Talk
in
Affinity Workshop: Black in AI
Contributed Talk 3: Kwame: A Bilingual AI Teaching Assistant for Online SuaCode Courses
George Boateng
Introductory hands-on courses such as our smartphone-based coding courses, SuaCode require a lot of support for students to accomplish learning goals. Offering assistance becomes even more challenging in an online course environment which has become important recently because of COVID-19. Hence, offering quick and accurate answers could improve the learning experience of students. However, it’s difficult to scale this support with humans when the class size is huge.

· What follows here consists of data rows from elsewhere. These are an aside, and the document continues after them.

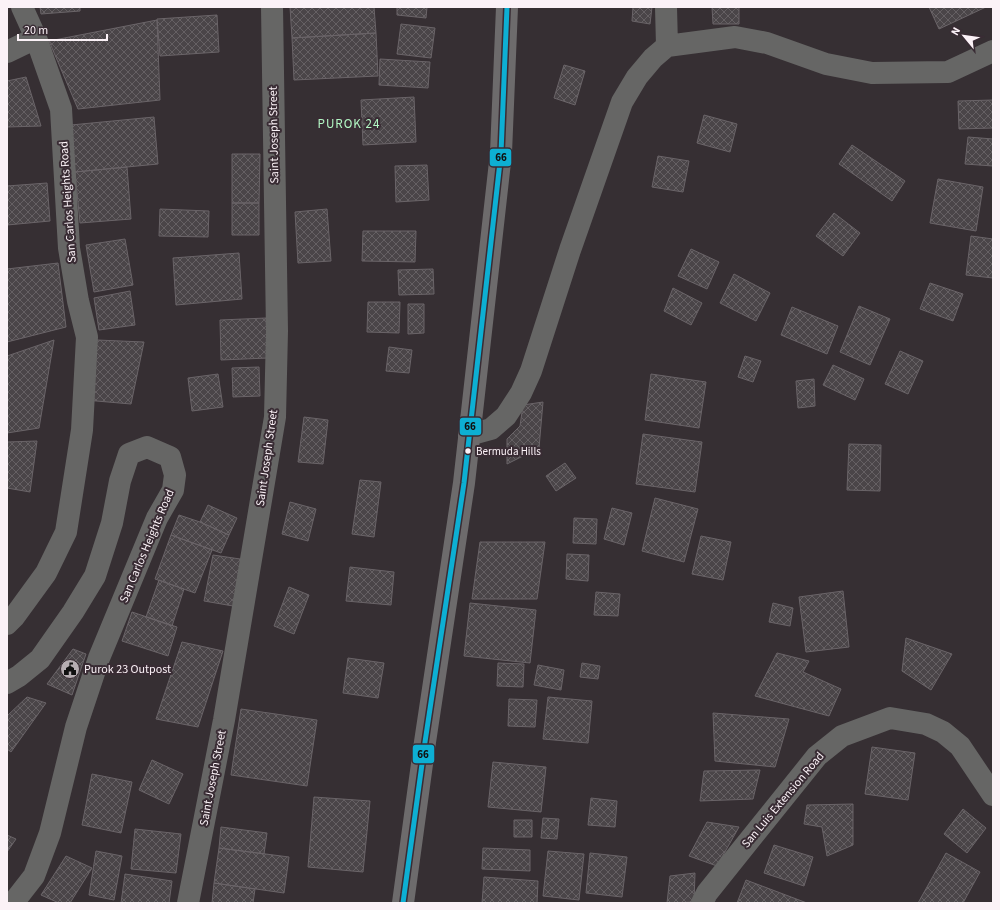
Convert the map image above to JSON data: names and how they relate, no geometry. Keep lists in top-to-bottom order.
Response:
{
  "streets": {
    "street": ["Saint Joseph Street", "San Carlos Heights Road", "San Luis Extension Road"]
  },
  "districts": ["PUROK 24"],
  "places": {
    "other": ["Bermuda Hills"],
    "public building": ["Purok 23 Outpost"]
  },
  "lines": ["transit line 66"],
  "scale_bar": "20 m",
  "north": "top left"
}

A few works have developed virtual teaching assistants (TA). All of these TAs have focused on logistics questions, and none have been developed and evaluated using coding courses in particular. Also, they have used one language (e.g. English). Given the multilingual context of our students — learners across 38 African countries — in this work, we developed an AI TA — Kwame — that provides answers to students’ coding questions from our SuaCode courses in English and French. Kwame is a Sentence-BERT(SBERT)-based question-answering (QA) system that we trained and evaluated using question-answer pairs created from our course’s quizzes and students’ questions in past cohorts. It finds the paragraph most semantically similar to the question via cosine similarity. We compared the system with TF-IDF and Universal Sentence Encoder. Our results showed that SBERT performed the worst for the duration of 6 secs per question but the best for accuracy and fine-tuning on our course data improved the result.